Stored records:
○ ○ ○ ○ ○ ○ ○

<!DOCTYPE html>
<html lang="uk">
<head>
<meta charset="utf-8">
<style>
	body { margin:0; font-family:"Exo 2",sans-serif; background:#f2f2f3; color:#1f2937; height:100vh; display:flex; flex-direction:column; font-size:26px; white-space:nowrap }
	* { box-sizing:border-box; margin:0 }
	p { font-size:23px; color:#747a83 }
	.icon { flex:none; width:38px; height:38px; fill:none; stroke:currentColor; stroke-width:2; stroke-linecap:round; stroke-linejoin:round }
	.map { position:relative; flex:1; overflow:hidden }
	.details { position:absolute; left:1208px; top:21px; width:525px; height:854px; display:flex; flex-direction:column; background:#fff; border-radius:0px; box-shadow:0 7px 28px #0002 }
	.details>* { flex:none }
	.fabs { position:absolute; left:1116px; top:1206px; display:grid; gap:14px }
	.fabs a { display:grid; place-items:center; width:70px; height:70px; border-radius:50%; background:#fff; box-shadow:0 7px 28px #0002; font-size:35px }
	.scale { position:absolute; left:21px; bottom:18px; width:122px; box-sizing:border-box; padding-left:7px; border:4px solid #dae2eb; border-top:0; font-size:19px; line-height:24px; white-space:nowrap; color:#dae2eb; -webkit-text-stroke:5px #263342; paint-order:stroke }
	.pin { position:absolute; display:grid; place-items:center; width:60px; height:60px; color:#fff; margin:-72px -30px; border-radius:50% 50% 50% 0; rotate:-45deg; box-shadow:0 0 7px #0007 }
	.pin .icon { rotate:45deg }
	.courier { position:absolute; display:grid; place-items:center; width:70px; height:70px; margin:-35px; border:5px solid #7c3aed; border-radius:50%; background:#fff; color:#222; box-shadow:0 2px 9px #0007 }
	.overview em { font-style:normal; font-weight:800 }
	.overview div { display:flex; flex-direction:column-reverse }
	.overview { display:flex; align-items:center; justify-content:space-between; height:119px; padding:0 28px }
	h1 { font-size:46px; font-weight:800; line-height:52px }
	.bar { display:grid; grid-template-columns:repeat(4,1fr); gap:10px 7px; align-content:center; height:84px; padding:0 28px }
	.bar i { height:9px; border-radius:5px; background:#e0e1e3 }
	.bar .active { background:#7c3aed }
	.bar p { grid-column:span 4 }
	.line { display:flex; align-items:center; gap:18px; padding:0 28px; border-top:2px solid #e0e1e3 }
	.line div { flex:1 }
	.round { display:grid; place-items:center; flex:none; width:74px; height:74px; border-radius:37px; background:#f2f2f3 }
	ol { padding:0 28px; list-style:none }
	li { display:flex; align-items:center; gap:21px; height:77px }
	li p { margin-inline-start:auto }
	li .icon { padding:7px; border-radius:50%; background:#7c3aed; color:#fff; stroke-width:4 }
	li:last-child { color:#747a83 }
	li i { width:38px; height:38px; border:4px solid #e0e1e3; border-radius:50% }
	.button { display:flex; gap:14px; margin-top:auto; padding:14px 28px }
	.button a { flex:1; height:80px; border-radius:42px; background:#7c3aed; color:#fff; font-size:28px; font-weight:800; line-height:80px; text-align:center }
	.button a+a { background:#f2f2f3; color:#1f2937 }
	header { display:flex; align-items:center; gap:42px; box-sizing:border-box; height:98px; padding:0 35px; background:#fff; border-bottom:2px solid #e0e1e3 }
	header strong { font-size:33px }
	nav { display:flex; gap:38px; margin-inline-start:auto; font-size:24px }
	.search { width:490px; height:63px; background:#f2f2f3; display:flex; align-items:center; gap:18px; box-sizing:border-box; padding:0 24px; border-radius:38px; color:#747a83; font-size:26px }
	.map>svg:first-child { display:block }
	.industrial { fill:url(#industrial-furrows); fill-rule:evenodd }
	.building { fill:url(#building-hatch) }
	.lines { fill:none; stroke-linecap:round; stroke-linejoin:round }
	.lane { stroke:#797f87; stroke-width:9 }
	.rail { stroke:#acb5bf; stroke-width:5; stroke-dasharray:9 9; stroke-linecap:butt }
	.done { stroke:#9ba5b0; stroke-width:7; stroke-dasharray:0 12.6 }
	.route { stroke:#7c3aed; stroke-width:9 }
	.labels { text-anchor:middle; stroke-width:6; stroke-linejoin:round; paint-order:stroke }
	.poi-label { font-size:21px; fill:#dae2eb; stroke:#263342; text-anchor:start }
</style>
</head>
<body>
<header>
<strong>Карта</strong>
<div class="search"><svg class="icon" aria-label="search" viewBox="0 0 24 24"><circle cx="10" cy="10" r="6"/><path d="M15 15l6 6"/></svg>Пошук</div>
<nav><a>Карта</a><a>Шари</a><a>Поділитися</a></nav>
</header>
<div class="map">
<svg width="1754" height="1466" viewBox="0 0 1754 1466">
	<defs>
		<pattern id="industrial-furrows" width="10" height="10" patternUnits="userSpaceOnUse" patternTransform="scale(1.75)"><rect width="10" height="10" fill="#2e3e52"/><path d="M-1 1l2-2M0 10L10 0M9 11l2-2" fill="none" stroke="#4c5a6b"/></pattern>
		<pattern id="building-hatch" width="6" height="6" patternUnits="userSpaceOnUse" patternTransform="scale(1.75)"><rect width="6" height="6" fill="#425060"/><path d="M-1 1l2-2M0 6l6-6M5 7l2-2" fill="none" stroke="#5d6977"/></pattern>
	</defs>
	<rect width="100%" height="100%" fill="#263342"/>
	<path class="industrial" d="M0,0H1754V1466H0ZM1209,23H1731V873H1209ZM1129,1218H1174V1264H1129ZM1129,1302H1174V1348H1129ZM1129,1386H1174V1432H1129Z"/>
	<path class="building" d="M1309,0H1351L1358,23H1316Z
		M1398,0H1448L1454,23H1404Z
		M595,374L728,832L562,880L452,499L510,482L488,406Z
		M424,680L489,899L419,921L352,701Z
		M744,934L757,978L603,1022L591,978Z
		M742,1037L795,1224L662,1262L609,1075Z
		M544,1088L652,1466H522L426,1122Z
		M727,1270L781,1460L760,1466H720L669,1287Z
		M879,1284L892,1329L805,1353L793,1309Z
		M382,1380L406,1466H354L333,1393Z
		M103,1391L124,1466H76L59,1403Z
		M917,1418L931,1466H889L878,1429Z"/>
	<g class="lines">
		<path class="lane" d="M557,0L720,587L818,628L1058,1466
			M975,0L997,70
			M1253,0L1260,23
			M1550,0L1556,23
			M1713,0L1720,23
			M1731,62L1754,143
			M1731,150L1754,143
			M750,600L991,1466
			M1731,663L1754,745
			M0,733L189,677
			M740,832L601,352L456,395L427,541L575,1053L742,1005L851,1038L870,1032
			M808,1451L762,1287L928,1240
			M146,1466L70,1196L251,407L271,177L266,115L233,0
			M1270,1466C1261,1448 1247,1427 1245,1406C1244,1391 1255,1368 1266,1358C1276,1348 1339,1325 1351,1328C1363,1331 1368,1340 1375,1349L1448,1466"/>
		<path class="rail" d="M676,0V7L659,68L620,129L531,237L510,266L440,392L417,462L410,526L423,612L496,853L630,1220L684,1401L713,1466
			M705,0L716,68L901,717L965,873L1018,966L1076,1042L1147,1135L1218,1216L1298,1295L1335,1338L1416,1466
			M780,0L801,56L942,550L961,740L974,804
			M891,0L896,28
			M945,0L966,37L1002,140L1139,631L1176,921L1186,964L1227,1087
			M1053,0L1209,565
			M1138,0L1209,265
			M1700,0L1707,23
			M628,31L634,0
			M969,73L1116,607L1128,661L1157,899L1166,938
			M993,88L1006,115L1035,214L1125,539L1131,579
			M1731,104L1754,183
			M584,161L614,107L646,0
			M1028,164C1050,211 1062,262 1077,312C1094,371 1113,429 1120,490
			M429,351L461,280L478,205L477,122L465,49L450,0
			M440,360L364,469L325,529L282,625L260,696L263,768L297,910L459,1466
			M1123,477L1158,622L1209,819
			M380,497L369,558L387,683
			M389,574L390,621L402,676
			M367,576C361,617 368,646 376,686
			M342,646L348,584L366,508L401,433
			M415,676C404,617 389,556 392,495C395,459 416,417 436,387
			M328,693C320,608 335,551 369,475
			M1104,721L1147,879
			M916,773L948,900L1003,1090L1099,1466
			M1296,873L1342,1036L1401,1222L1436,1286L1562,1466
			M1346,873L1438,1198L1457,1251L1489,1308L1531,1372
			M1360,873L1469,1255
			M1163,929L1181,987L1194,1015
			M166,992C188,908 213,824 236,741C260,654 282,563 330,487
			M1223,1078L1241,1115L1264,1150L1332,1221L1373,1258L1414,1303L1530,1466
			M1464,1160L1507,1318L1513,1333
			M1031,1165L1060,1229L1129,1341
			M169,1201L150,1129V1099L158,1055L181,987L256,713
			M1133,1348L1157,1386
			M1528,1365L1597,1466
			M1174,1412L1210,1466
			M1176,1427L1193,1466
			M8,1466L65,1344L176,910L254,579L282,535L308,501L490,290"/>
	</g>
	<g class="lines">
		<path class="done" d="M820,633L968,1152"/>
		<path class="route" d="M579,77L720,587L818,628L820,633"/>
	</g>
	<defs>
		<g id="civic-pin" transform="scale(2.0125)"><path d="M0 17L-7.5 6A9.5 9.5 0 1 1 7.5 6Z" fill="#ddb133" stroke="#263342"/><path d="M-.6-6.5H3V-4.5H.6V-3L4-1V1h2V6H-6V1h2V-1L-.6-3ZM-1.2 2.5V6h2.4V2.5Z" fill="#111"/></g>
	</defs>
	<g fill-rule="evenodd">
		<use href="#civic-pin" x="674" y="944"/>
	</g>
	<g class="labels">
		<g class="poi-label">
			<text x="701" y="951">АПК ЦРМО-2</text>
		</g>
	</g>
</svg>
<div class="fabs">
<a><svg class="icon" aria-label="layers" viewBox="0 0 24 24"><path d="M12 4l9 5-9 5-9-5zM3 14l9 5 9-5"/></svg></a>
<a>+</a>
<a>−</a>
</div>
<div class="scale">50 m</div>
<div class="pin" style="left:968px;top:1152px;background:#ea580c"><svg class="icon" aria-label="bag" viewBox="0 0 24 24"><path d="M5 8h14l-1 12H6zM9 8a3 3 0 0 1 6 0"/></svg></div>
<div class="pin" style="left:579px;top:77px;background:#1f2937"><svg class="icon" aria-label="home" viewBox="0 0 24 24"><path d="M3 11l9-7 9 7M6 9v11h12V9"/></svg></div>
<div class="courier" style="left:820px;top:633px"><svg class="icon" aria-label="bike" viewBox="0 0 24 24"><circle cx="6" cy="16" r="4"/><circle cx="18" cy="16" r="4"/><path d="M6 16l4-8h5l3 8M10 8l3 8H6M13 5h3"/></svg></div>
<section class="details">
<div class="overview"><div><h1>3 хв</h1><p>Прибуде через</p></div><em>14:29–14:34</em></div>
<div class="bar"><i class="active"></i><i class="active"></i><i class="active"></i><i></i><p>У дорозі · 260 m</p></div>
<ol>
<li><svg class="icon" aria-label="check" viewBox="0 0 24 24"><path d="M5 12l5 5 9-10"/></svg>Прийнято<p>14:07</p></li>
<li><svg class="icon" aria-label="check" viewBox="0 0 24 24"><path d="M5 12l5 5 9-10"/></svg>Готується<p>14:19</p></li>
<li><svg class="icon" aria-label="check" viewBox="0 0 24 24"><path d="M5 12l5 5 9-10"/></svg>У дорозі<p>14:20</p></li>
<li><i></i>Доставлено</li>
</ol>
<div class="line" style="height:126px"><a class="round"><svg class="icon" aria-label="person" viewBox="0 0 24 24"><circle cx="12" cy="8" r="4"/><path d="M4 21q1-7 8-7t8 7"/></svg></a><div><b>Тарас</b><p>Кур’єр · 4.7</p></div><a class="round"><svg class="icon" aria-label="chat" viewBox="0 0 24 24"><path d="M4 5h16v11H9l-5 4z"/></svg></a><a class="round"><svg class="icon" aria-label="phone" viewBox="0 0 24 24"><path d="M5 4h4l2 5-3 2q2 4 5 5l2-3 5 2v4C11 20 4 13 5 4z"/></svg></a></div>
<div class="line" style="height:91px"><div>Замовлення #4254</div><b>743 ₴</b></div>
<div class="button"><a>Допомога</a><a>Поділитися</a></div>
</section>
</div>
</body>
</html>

○ ○ ○ ○ ○ ○ ○

Activity: Sift through the entries and copy every line with "evenodd".

Output for this task:
	.industrial { fill:url(#industrial-furrows); fill-rule:evenodd }
	<g fill-rule="evenodd">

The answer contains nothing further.